Com leis de incentivo inovadoras e um olhar atento ao patrimônio material, imaterial e natural, o município sul-baiano consolida-se como referência nacional em salvaguarda histórica.
Por Redação Local
Ilhéus não é apenas o cenário dos romances de Jorge Amado ou a capital do cacau; a cidade agora ostenta com orgulho o título de "Cidade da Cultura". O reconhecimento não vem por acaso, mas sim como fruto de uma gestão pública que colocou a preservação do Patrimônio Histórico Cultural no centro de sua estratégia de desenvolvimento sustentável e identidade local.
O Triângulo da Preservação: Material, Imaterial e Natural
Diferente de abordagens tradicionais que focam apenas em prédios antigos, o governo de Ilhéus tem se destacado pela visão holística. A salvaguarda abrange três pilares fundamentais:
Patrimônio Material: A restauração de casarões coloniais, igrejas seculares e o icônico Centro Histórico.
Patrimônio Imaterial: O fomento às tradições rurais, aos saberes do cacau e às manifestações religiosas e populares que formam a alma do povo ilheense.
Patrimônio Natural: A proteção da Mata Atlântica e das orlas marítimas, entendendo que a paisagem natural é o berço onde a história da cidade foi escrita.
Inovação Legislativa: Preservar é um Bom Negócio
O grande diferencial que coloca Ilhéus na vanguarda da gestão pública é a criação da nova Lei de Preservação do Patrimônio. O mecanismo é direto e eficaz: o governo municipal oferece isenção de tributos para empresários e proprietários que investirem na conservação ou reconstrução de imóveis de valor histórico.
Essa parceria público-privada permite que o setor produtivo participe ativamente da manutenção da memória da cidade. "Ao isentar tributos de quem cuida do nosso patrimônio, transformamos a preservação em um ativo econômico. O empresário ganha competitividade e a cidade ganha um centro revitalizado, atraindo mais turismo e gerando empregos", afirma a gestão municipal.

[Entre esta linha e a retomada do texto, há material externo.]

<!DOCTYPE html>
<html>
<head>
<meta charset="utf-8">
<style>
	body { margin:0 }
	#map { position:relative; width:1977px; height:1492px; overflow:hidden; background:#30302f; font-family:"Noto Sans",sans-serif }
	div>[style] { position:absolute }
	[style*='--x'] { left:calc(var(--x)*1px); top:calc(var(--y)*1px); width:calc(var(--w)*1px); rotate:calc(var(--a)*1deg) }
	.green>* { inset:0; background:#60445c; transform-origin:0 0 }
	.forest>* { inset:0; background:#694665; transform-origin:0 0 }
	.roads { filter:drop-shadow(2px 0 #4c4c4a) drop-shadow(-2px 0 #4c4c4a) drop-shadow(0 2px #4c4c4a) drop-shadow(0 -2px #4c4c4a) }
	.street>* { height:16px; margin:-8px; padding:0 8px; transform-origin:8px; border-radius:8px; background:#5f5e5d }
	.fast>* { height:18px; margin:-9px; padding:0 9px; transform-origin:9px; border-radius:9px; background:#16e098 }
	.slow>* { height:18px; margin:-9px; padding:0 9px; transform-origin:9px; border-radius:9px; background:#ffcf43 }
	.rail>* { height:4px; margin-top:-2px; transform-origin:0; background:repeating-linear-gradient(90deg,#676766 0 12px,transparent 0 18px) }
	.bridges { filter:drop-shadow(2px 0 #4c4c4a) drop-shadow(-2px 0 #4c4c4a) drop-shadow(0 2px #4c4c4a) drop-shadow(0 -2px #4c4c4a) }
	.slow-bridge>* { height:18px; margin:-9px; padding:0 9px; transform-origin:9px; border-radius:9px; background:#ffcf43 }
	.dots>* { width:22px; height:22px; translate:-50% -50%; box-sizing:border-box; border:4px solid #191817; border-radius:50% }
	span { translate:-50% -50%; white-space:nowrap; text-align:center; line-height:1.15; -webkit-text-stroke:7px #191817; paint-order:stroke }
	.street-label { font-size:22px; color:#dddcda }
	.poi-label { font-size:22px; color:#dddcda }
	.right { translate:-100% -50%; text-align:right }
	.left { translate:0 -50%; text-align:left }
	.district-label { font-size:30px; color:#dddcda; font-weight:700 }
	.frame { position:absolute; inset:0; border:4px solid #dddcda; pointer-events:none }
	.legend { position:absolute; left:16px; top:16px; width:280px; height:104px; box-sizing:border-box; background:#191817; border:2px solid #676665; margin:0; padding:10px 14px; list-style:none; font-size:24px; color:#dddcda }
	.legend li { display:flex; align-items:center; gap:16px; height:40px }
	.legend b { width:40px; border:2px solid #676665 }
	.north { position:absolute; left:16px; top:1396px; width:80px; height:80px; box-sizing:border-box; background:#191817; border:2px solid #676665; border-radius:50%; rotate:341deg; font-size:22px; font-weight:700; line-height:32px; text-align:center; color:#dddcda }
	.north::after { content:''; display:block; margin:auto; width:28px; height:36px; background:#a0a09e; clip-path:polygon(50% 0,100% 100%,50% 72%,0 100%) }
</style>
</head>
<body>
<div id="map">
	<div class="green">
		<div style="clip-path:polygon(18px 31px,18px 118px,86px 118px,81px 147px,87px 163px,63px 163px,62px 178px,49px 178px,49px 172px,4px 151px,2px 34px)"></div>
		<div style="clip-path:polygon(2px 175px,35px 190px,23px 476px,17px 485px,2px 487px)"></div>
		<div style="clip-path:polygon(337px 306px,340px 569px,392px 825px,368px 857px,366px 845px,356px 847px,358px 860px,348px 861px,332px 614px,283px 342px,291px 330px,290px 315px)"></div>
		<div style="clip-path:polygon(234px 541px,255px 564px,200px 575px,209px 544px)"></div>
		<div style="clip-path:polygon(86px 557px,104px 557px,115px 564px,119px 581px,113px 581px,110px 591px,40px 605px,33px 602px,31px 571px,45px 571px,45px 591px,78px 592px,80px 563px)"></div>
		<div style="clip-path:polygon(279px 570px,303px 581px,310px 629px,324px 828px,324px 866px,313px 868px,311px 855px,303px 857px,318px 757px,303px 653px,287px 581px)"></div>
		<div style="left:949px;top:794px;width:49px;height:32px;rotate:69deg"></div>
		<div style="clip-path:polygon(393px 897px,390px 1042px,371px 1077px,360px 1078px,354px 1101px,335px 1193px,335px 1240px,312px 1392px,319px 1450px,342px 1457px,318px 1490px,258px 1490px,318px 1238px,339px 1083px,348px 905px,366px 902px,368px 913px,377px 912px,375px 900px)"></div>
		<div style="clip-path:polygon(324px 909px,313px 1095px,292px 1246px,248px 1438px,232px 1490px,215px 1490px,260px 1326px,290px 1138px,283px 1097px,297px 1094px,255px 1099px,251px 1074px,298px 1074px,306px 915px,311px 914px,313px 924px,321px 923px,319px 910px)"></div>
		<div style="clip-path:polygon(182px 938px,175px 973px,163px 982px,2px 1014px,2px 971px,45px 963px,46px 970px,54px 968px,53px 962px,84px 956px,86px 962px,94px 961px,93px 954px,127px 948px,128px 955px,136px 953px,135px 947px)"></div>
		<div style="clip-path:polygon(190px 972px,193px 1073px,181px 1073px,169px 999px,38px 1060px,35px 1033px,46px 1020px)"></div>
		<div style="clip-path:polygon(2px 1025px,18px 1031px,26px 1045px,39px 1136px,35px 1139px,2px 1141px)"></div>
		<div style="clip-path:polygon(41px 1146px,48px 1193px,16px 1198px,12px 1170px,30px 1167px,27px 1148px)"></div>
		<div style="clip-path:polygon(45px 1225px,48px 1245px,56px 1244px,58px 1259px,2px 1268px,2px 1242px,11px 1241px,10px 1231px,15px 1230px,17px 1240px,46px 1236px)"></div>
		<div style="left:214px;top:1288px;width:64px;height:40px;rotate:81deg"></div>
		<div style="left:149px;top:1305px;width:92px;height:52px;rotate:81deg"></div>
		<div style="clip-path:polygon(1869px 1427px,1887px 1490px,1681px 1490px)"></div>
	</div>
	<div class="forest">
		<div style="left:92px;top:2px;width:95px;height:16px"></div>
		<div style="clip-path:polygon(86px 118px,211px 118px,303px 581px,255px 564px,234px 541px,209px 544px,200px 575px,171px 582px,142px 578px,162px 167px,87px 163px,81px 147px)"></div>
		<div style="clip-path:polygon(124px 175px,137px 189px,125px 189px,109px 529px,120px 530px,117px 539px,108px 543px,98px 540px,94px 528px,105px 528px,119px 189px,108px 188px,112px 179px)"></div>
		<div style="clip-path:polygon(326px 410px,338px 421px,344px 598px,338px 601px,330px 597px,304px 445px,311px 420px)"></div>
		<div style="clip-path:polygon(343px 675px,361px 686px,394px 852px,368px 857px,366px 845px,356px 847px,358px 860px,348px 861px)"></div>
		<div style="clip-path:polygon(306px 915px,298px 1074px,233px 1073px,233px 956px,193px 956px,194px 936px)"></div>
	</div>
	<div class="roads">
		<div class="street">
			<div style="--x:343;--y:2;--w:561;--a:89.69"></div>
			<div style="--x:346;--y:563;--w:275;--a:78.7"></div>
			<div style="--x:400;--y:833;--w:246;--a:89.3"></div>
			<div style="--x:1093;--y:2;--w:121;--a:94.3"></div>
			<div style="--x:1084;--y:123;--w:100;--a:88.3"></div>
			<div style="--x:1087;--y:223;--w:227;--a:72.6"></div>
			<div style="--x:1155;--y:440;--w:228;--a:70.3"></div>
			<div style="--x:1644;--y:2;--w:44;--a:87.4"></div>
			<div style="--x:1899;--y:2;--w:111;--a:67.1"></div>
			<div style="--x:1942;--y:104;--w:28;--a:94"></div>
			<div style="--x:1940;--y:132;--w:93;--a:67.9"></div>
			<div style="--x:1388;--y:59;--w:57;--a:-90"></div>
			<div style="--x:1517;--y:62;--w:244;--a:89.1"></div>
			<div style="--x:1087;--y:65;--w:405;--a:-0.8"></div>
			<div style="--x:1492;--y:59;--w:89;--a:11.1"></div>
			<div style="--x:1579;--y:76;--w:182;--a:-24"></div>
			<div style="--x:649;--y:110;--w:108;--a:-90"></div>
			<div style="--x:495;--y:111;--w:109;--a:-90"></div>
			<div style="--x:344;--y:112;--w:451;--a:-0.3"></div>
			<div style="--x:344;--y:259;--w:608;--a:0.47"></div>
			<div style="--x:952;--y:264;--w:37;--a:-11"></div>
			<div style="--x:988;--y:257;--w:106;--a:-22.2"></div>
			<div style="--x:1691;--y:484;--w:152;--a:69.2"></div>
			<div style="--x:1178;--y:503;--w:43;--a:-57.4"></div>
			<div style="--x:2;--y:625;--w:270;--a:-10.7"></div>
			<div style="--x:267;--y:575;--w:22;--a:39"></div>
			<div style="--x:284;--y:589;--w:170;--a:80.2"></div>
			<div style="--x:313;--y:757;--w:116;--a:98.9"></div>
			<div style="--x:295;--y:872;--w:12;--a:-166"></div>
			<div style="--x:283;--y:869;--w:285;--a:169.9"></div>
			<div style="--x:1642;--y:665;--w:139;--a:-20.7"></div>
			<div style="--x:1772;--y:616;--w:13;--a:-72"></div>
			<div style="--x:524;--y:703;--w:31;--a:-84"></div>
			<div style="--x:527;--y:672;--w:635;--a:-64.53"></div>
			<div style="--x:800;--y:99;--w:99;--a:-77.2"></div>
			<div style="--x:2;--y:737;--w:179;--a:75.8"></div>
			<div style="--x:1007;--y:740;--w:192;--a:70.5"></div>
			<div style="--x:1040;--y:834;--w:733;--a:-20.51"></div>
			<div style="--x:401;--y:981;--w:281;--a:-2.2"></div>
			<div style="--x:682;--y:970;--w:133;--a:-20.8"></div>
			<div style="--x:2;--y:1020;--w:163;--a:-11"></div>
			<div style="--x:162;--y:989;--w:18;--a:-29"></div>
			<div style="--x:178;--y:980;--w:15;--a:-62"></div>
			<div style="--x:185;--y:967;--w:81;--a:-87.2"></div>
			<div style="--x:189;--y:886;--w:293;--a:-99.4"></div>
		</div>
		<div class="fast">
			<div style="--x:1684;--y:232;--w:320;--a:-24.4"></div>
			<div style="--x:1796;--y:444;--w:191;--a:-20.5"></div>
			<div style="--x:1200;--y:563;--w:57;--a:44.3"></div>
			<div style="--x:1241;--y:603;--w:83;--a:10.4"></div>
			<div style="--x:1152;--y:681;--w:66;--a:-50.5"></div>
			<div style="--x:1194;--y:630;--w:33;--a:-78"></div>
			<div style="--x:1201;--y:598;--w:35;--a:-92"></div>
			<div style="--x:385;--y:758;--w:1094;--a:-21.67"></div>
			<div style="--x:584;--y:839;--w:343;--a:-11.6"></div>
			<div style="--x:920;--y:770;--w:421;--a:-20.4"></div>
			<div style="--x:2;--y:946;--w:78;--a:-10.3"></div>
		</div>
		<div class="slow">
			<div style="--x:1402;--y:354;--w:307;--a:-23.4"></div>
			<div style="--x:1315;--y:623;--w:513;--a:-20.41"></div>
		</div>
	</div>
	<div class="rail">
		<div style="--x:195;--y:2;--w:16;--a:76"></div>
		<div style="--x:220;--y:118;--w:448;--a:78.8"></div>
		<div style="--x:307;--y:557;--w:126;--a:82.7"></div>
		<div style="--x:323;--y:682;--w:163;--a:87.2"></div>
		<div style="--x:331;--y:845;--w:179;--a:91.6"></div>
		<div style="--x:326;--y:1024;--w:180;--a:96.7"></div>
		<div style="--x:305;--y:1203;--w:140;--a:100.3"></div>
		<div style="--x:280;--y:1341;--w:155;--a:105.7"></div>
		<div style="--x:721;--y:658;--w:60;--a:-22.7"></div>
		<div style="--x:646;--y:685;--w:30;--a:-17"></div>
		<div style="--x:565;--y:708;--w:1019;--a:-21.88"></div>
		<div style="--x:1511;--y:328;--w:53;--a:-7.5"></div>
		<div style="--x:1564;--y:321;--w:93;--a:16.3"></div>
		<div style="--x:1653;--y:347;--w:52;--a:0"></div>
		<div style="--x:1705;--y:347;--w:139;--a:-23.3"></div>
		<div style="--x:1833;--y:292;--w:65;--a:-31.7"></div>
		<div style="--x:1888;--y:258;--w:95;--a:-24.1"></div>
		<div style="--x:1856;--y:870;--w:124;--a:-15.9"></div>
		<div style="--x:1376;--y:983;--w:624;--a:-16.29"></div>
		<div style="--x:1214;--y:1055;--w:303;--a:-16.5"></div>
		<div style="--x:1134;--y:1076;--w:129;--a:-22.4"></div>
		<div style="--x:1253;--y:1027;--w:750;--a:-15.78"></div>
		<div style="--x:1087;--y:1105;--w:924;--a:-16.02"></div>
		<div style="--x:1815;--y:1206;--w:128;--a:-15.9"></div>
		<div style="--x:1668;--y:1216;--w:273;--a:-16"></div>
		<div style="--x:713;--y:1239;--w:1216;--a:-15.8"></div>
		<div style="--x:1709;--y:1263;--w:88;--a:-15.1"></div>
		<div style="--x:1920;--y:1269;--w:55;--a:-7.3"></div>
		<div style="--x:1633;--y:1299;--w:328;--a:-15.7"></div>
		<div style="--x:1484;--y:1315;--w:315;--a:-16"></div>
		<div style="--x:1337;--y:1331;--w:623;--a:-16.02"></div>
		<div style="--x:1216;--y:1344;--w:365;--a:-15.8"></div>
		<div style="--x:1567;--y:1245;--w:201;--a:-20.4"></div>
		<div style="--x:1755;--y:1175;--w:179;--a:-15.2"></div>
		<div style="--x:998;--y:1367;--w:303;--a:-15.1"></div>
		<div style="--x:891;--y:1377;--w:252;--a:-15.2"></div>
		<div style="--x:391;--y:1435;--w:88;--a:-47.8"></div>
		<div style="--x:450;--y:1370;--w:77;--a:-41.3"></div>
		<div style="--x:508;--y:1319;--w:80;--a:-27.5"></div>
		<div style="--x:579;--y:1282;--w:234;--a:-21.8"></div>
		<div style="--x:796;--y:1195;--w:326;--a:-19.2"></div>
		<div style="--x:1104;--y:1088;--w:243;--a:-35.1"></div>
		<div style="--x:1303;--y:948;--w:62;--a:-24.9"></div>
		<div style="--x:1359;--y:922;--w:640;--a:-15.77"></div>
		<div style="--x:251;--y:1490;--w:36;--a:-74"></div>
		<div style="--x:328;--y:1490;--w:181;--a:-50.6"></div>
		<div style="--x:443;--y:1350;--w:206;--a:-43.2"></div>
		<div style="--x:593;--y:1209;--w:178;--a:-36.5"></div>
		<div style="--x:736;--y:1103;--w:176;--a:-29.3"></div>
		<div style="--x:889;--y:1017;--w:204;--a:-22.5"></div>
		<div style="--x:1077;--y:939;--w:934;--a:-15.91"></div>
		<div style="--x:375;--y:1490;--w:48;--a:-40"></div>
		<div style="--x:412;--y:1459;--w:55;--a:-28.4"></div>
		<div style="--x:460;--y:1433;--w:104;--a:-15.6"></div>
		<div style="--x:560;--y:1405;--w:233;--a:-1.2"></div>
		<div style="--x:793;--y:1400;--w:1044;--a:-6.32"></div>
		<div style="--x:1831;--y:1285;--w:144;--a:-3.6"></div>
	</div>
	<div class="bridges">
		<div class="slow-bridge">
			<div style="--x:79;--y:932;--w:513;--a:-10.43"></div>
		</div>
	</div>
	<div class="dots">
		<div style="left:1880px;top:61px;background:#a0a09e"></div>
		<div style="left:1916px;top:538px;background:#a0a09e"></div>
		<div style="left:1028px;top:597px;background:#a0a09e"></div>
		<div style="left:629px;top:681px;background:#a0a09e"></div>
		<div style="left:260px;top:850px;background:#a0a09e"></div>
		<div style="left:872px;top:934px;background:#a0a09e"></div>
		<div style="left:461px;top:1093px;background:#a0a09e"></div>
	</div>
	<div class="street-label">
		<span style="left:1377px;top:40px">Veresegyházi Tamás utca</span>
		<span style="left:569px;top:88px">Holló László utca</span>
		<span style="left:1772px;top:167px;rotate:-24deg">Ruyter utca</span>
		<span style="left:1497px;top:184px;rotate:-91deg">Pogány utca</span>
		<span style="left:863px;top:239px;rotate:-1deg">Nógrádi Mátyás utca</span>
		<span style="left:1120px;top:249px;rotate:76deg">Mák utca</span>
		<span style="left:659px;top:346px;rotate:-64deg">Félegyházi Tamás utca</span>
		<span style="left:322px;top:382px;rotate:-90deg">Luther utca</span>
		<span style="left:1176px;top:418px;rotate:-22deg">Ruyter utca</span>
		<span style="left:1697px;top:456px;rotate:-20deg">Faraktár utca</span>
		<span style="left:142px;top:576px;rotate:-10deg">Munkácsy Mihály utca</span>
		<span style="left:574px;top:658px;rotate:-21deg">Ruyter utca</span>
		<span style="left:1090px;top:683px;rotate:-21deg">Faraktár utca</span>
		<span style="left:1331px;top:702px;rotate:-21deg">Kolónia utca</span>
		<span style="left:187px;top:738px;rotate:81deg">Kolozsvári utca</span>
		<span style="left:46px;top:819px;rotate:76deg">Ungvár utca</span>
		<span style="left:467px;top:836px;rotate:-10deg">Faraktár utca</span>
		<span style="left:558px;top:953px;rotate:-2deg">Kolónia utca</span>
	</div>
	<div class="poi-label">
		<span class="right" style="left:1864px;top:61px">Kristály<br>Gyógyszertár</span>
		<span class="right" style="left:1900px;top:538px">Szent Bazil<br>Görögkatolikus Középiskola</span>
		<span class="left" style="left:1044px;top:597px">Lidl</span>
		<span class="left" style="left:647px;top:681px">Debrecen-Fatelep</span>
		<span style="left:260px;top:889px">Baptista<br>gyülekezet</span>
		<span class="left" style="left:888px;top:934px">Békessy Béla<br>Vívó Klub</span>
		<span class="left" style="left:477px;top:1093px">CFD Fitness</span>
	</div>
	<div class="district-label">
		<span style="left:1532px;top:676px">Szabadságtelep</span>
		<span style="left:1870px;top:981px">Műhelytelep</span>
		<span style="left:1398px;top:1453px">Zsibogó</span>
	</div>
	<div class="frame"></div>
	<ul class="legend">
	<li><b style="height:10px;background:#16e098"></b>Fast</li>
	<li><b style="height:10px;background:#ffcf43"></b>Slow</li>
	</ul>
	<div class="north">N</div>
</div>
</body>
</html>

Referência na Bahia: O Título de Cidade da Cultura
O esforço contínuo rendeu a Ilhéus o título de referência na preservação do patrimônio cultural na Bahia. Ao ser coroada como a "Cidade da Cultura", Ilhéus envia uma mensagem clara para o restante do estado e do país: o progresso não precisa — e não deve — atropelar a história.
Visitantes que caminham pelas ruas de pedra do centro agora encontram um ambiente onde o passado dialoga com o presente. Museus revitalizados, fachadas recuperadas e um calendário cultural vibrante são provas de que a "Princesinha do Sul" sabe que seu maior tesouro é a sua própria trajetória.
Um Legado para as Próximas Gerações
A importância do patrimônio histórico vai além do turismo. Ele é o fio condutor da cidadania. Ao preservar um monumento ou uma tradição, Ilhéus garante que as futuras gerações conheçam suas raízes e tenham orgulho de sua origem.
Com a vanguarda legislativa e o compromisso com a salvaguarda integral, Ilhéus prova que é possível ser uma cidade moderna sem perder a essência. O título de Cidade da Cultura é apenas o começo de uma nova era onde a história é, verdadeiramente, o maior investimento.